Von der engen Kommunikation zwischen Korrespondenten, Herausgebern und Redaktion profitierte nicht nur die Qualität des Blattes, dessen Auflage im Juli 1848 4.000 Stück erreichte, sondern auch das erste deutsche Parlament, das im Mai 1848 in der Frankfurter Paulskirche zusammentrat. Nicht nur dessen Führungsgruppe um Heinrich von Gagern, auch rund ein Viertel der Abgeordneten hatte sich zuvor über die Deutsche Zeitung kennengelernt und ihre Vorstellungen ausgetauscht. Umso leichter gelang es, neben dem Leitartikel als Herzstück nun eine ausführliche Parlamentsberichterstattung einzuführen. Meist als eigenständige Beilage erschienen umfangreiche Berichte von den Verhandlungen der Frankfurter Paulskirche wie auch der Preußischen Nationalversammlung. Ob es die großen Parlamentsdebatten über die Frage Monarchie oder Republik waren, ob es um Deutschlands zukünftige Grenzen ging oder das Problem, wie ein deutscher Nationalstaat mit ethnischen und religiösen Minderheiten umgehen solle: Berichte über die Diskussionen und Entscheidungen der Abgeordneten wurden zum festen Bestandteil der Zeitung.

Alltagskultur

Die Neutralität der Parlamentsberichte, die zunächst alle Positionen des entstehenden Parteienspektrums berücksichtigten, sollte sich bewusst von der Parteilichkeit des Leitartikels abheben. Es war gerade dieser Gegensatz, der die Leser besonders ansprach. Denn er bot in besonderem Maße Gelegenheit zur Diskussion, war doch Zeitungslesen im Vormärz kein einsames Geschäft. Vielmehr wurde gerade die Reflexion der Tagespolitik zunehmend Teil der bürgerlichen Alltagskultur. So berichtete die Frankfurterin Clothilde Koch-Gontard, Gastgeberin vieler Abgeordneter der Paulskirche, über ein Abendessen in ihrem Hause: "Es herrschte die beste Stimmung. Gagern teilte tüchtige Hiebe aus über die scharfen Artikel, die über ihn in der Deutschen Zeitung erscheinen."

Doch gerade der Gegensatz zwischen neutraler Berichterstattung und meinungsstarkem Kommentar fiel im Sommer 1849 der Parteibindung zum Opfer. Nach dem Scheitern der Paulskirche erlahmte das Interesse der Gesellschaft an Zeitungen, die so stark auf die parlamentarische Ebene konzentriert waren wie die DZ. Immer weniger Anzeigenkunden fanden sich, das Niveau sank.

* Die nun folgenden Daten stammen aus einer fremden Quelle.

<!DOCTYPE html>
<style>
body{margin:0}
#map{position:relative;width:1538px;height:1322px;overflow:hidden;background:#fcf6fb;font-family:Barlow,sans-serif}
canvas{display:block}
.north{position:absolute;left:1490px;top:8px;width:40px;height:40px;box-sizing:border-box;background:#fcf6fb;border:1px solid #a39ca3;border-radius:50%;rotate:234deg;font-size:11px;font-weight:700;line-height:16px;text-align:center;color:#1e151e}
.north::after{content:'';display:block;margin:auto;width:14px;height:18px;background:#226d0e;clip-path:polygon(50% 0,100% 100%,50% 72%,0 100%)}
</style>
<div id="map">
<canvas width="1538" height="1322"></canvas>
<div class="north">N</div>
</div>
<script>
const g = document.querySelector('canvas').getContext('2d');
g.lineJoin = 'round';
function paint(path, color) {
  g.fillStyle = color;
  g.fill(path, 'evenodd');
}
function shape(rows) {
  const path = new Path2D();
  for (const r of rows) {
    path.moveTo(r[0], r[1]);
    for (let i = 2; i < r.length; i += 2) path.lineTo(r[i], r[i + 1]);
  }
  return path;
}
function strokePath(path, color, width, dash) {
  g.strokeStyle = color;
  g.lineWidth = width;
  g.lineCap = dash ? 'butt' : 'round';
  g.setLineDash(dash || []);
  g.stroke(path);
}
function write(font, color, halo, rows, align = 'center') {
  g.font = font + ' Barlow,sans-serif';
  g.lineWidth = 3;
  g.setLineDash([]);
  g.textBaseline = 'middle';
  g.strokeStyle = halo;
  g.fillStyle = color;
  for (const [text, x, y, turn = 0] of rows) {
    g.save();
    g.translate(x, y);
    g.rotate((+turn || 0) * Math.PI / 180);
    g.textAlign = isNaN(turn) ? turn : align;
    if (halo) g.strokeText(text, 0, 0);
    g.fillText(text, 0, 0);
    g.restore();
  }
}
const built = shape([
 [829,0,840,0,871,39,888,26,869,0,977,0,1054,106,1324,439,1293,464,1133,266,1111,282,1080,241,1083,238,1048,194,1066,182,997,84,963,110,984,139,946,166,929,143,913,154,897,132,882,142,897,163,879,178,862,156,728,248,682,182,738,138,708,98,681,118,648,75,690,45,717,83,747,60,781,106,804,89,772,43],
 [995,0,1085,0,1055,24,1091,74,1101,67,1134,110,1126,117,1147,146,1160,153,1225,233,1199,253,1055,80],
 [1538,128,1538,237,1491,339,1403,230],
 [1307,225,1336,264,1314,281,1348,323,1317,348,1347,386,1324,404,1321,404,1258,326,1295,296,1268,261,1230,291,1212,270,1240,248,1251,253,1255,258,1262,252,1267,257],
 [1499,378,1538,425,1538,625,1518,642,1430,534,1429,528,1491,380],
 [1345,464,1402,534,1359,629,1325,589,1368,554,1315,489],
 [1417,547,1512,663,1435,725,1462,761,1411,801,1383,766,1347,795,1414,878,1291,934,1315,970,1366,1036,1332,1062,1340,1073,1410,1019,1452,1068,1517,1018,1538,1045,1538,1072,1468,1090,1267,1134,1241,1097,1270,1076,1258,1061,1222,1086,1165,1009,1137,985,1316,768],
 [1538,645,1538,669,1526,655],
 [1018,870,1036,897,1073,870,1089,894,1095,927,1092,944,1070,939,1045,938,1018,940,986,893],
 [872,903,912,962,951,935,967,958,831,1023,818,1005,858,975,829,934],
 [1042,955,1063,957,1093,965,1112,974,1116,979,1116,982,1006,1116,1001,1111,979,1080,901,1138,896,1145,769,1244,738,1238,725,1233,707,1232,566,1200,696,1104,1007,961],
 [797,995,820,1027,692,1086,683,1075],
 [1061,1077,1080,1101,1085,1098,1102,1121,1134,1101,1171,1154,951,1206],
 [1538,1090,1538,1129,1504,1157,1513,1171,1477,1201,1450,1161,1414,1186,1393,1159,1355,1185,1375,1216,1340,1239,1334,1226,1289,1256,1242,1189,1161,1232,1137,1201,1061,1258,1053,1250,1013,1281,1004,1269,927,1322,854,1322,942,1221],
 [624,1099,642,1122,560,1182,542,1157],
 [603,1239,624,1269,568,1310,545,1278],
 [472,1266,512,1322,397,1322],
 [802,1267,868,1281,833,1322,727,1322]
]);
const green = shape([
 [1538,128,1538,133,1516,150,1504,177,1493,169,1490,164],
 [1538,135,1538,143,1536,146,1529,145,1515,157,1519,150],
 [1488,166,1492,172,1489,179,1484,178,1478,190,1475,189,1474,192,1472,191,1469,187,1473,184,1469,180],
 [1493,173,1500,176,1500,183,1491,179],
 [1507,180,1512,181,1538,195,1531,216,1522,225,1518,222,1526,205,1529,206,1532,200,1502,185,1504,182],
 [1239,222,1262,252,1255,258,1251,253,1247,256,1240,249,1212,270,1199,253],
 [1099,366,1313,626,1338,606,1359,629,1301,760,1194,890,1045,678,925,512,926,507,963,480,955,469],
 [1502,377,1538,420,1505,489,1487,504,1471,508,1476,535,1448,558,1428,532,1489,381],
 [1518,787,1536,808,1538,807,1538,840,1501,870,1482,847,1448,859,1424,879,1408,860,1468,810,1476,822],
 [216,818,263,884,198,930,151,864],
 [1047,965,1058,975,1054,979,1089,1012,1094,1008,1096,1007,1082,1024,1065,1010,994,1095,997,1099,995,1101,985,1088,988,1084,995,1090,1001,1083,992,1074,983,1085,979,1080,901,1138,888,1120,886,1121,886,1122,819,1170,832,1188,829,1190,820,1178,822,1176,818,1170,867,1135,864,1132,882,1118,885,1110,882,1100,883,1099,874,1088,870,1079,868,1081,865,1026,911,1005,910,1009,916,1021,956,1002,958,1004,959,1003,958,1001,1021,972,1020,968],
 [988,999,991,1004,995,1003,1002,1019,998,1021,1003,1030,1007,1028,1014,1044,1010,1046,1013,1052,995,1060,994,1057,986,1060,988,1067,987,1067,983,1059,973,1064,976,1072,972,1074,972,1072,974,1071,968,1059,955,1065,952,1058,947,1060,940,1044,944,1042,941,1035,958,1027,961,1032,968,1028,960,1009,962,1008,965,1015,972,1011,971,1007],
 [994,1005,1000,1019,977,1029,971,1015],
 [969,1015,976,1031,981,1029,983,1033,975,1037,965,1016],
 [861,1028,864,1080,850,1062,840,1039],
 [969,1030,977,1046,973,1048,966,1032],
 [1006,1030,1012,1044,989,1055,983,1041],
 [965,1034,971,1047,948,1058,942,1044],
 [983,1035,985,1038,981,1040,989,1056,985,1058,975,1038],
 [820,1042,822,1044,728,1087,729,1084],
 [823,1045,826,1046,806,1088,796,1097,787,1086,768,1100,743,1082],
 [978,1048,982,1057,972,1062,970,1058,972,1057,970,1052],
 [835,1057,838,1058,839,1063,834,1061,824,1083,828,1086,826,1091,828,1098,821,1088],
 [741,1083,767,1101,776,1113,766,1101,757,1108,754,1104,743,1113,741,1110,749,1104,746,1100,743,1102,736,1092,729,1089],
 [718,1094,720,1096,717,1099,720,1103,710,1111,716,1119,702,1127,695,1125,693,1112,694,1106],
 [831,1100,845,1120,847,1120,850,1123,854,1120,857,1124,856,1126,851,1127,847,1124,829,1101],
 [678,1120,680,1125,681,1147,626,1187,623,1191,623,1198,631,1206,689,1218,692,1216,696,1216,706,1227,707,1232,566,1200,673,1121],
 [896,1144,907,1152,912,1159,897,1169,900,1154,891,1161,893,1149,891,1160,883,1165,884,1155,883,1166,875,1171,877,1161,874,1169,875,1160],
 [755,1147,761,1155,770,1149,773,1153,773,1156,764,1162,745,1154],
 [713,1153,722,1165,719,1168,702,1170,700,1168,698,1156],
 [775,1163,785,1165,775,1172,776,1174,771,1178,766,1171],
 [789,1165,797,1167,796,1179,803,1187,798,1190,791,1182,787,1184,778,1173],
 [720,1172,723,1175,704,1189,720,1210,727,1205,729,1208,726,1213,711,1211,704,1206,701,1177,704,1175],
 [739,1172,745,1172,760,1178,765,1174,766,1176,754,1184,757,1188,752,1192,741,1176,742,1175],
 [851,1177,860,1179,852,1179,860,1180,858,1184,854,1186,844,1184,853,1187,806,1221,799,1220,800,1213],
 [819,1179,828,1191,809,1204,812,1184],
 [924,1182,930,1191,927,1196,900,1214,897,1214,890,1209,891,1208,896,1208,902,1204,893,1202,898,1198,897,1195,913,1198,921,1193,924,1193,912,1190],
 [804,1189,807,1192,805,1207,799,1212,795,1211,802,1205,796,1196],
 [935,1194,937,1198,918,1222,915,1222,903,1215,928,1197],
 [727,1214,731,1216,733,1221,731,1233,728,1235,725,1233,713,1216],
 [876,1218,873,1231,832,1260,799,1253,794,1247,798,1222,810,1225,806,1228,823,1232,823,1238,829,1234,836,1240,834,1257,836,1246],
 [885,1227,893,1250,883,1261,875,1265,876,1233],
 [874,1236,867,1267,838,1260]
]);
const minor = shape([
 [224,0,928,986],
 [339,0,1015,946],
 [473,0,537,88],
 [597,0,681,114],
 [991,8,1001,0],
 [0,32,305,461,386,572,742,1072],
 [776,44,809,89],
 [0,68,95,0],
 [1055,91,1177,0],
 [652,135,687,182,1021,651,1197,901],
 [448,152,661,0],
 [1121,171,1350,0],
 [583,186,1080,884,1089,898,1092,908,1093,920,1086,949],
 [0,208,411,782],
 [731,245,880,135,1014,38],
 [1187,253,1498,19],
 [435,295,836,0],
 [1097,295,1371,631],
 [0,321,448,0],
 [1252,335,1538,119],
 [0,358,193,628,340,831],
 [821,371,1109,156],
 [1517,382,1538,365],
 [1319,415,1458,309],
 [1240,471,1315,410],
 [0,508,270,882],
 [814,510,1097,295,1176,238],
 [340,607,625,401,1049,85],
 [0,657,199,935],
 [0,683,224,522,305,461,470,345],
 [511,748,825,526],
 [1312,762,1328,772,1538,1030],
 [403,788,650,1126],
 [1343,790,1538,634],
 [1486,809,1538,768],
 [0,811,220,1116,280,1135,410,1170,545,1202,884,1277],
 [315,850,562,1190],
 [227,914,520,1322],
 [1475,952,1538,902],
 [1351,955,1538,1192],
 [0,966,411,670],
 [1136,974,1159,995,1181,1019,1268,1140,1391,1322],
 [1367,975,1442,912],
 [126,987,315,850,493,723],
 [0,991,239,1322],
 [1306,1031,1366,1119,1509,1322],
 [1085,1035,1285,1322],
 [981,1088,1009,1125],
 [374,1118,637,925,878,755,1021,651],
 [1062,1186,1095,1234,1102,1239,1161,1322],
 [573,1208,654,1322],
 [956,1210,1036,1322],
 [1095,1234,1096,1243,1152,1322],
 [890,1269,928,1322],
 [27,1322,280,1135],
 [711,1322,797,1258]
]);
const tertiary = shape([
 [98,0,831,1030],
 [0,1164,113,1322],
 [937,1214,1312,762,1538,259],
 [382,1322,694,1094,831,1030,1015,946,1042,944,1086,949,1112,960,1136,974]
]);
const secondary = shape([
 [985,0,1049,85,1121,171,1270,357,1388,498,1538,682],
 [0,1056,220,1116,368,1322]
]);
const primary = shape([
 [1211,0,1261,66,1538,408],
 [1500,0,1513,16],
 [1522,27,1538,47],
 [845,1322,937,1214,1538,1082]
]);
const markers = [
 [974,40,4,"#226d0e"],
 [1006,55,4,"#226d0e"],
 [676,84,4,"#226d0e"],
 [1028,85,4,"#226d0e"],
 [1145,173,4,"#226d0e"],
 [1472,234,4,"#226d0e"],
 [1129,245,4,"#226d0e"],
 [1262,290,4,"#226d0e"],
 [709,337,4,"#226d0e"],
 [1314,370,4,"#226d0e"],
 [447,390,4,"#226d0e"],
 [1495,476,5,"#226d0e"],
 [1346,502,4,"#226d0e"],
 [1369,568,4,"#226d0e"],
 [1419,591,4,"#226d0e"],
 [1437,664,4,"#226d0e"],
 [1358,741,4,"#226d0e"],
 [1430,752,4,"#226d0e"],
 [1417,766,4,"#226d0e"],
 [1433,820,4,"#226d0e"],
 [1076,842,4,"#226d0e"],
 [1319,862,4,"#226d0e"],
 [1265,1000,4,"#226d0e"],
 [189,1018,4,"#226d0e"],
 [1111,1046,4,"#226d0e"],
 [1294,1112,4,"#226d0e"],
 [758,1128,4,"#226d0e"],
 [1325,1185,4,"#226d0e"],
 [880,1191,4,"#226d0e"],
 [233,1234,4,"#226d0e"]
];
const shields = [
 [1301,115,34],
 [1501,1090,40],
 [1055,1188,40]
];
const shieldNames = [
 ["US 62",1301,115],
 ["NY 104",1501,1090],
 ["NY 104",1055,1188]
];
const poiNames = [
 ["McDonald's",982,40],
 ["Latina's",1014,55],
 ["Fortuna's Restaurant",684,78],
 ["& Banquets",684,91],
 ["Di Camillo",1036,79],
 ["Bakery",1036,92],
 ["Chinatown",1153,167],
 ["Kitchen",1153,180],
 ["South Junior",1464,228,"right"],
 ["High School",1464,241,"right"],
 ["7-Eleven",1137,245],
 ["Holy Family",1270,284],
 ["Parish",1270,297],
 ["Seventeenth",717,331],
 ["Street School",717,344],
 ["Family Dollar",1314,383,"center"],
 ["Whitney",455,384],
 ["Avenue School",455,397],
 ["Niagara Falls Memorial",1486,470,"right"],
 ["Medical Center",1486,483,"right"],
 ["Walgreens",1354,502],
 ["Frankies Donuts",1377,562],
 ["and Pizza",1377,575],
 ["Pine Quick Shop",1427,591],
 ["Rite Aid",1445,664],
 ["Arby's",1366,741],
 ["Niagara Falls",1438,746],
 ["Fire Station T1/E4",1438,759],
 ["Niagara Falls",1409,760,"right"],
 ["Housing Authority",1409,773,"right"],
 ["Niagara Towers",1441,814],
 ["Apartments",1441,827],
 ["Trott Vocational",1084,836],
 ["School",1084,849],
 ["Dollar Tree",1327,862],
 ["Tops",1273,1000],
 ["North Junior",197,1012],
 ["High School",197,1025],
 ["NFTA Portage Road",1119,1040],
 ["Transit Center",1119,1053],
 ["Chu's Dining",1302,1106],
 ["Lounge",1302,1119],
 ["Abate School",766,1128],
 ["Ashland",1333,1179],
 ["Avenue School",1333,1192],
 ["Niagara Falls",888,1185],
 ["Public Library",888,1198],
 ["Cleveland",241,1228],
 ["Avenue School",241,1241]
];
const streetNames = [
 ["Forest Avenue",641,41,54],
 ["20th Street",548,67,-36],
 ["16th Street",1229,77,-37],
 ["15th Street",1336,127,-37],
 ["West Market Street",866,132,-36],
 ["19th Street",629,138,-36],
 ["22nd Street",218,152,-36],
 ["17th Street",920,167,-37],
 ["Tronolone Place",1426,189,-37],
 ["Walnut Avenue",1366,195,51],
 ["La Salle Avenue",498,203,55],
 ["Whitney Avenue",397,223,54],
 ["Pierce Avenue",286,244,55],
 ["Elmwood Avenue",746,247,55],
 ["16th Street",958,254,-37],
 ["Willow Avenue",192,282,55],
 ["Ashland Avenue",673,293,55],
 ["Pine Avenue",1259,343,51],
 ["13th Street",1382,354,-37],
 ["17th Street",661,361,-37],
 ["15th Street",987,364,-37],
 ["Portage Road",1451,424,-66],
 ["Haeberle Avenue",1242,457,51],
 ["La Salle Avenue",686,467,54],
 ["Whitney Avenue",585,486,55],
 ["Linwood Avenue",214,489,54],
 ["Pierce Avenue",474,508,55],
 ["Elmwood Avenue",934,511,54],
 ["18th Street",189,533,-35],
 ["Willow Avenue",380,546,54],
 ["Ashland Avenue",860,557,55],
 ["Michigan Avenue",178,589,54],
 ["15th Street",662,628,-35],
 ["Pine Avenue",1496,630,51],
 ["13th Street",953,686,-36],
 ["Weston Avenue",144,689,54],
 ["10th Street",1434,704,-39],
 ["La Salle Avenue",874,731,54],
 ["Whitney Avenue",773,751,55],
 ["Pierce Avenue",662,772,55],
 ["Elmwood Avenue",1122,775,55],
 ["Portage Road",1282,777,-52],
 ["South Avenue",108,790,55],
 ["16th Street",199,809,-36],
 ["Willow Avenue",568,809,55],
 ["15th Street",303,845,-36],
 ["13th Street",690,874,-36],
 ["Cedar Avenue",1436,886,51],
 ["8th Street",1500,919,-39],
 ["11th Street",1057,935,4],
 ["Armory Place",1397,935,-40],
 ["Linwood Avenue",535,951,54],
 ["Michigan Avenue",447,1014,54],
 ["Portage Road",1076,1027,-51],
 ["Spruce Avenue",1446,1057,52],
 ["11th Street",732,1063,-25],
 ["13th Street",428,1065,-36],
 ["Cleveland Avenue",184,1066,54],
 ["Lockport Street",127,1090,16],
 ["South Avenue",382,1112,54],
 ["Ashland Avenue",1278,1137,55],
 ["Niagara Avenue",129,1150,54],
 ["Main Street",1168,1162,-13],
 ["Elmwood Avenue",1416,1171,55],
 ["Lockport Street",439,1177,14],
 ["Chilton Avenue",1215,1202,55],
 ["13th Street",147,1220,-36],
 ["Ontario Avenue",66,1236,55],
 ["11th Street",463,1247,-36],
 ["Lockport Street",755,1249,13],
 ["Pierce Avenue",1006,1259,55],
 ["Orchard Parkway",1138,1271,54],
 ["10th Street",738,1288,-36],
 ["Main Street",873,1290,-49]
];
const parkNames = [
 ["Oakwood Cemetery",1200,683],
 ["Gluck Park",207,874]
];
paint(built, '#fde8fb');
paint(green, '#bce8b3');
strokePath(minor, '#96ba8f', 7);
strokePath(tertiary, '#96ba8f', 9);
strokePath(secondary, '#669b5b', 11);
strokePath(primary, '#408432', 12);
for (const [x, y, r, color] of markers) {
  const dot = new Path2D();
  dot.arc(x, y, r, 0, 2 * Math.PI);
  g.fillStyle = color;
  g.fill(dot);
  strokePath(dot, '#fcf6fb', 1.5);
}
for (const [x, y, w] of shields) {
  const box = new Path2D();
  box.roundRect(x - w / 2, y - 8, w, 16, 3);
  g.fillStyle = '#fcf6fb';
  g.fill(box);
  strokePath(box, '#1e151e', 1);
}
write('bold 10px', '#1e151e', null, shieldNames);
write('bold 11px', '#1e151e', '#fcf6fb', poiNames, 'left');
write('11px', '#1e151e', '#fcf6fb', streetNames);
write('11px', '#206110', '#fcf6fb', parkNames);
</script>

Nur in der Umwandlung des Blattes zum Parteiorgan des konstitutionellen Liberalismus sah der Verleger eine Möglichkeit, die Zeitung überleben zu lassen. Doch die strenge Zensur, der das Blatt als offizielles Organ der "Gothaer Partei" nun unterworfen war, hebelte Meinungsvielfalt und Lebendigkeit aus, so dass ein ehemaliger Abonnent zu dem Urteil kam, "er fühle sich deutsch genug und brauche deshalb keine schwarz-weiße Germanisierungsanstalt."

Im Dezember 1850 musste Deutschlands erste nationale Zeitung ihr Erscheinen einstellen Während ihrer Glanzzeit jedoch, zwischen 1847 und 1849, gelang es ihr, der Vielfalt liberaler Stimmen eine gemeinsame Plattform zu geben, auf der ein gesamtdeutscher Dialog stattfand. Parlamentsberichterstattung in Deutschland nahm hier ihren Anfang.

Die Autorin ist Professorin am Historischen Institut der Uni Rostock und hat mit einer Arbeit zur "Deutschen Zeitung" promoviert.